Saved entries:
::::
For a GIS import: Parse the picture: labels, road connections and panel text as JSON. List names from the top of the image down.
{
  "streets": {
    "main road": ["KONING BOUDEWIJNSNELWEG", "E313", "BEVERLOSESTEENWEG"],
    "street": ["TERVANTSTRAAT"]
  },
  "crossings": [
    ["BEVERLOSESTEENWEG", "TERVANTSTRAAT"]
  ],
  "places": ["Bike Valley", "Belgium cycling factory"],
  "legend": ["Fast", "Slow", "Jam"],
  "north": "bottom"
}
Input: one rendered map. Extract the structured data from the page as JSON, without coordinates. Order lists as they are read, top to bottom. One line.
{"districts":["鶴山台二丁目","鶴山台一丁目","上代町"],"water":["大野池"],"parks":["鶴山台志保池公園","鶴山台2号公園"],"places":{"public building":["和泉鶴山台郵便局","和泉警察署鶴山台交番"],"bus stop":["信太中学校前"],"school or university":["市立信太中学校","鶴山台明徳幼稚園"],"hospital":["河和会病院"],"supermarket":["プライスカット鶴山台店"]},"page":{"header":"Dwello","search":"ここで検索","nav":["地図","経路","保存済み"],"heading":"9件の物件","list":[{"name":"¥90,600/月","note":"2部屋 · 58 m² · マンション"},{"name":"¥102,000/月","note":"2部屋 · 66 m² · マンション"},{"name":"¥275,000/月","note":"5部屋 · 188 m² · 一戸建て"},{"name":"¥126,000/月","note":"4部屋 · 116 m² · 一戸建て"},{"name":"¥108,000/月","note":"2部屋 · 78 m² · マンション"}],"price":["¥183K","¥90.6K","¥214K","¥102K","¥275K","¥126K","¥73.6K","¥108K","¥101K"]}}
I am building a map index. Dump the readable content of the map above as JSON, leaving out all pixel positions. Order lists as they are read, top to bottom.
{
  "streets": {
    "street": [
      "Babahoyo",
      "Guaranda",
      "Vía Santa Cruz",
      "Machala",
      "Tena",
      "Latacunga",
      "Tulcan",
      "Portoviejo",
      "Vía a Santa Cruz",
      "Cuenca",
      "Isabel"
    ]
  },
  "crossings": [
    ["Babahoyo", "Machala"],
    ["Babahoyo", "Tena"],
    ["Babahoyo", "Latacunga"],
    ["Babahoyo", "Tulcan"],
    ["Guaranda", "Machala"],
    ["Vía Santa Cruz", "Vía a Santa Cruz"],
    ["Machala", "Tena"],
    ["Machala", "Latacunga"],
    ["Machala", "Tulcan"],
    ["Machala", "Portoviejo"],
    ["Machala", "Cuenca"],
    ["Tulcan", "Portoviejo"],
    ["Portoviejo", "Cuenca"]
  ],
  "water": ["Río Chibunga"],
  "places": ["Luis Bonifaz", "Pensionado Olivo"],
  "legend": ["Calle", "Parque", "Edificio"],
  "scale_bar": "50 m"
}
::::
● EXERCISE: Nothing above should be left out. Print all the records exactly.

● RESULT BELOW:
For a GIS import: Parse the picture: labels, road connections and panel text as JSON. List names from the top of the image down.
{
  "streets": {
    "main road": ["KONING BOUDEWIJNSNELWEG", "E313", "BEVERLOSESTEENWEG"],
    "street": ["TERVANTSTRAAT"]
  },
  "crossings": [
    ["BEVERLOSESTEENWEG", "TERVANTSTRAAT"]
  ],
  "places": ["Bike Valley", "Belgium cycling factory"],
  "legend": ["Fast", "Slow", "Jam"],
  "north": "bottom"
}
Input: one rendered map. Extract the structured data from the page as JSON, without coordinates. Order lists as they are read, top to bottom. One line.
{"districts":["鶴山台二丁目","鶴山台一丁目","上代町"],"water":["大野池"],"parks":["鶴山台志保池公園","鶴山台2号公園"],"places":{"public building":["和泉鶴山台郵便局","和泉警察署鶴山台交番"],"bus stop":["信太中学校前"],"school or university":["市立信太中学校","鶴山台明徳幼稚園"],"hospital":["河和会病院"],"supermarket":["プライスカット鶴山台店"]},"page":{"header":"Dwello","search":"ここで検索","nav":["地図","経路","保存済み"],"heading":"9件の物件","list":[{"name":"¥90,600/月","note":"2部屋 · 58 m² · マンション"},{"name":"¥102,000/月","note":"2部屋 · 66 m² · マンション"},{"name":"¥275,000/月","note":"5部屋 · 188 m² · 一戸建て"},{"name":"¥126,000/月","note":"4部屋 · 116 m² · 一戸建て"},{"name":"¥108,000/月","note":"2部屋 · 78 m² · マンション"}],"price":["¥183K","¥90.6K","¥214K","¥102K","¥275K","¥126K","¥73.6K","¥108K","¥101K"]}}
I am building a map index. Dump the readable content of the map above as JSON, leaving out all pixel positions. Order lists as they are read, top to bottom.
{
  "streets": {
    "street": [
      "Babahoyo",
      "Guaranda",
      "Vía Santa Cruz",
      "Machala",
      "Tena",
      "Latacunga",
      "Tulcan",
      "Portoviejo",
      "Vía a Santa Cruz",
      "Cuenca",
      "Isabel"
    ]
  },
  "crossings": [
    ["Babahoyo", "Machala"],
    ["Babahoyo", "Tena"],
    ["Babahoyo", "Latacunga"],
    ["Babahoyo", "Tulcan"],
    ["Guaranda", "Machala"],
    ["Vía Santa Cruz", "Vía a Santa Cruz"],
    ["Machala", "Tena"],
    ["Machala", "Latacunga"],
    ["Machala", "Tulcan"],
    ["Machala", "Portoviejo"],
    ["Machala", "Cuenca"],
    ["Tulcan", "Portoviejo"],
    ["Portoviejo", "Cuenca"]
  ],
  "water": ["Río Chibunga"],
  "places": ["Luis Bonifaz", "Pensionado Olivo"],
  "legend": ["Calle", "Parque", "Edificio"],
  "scale_bar": "50 m"
}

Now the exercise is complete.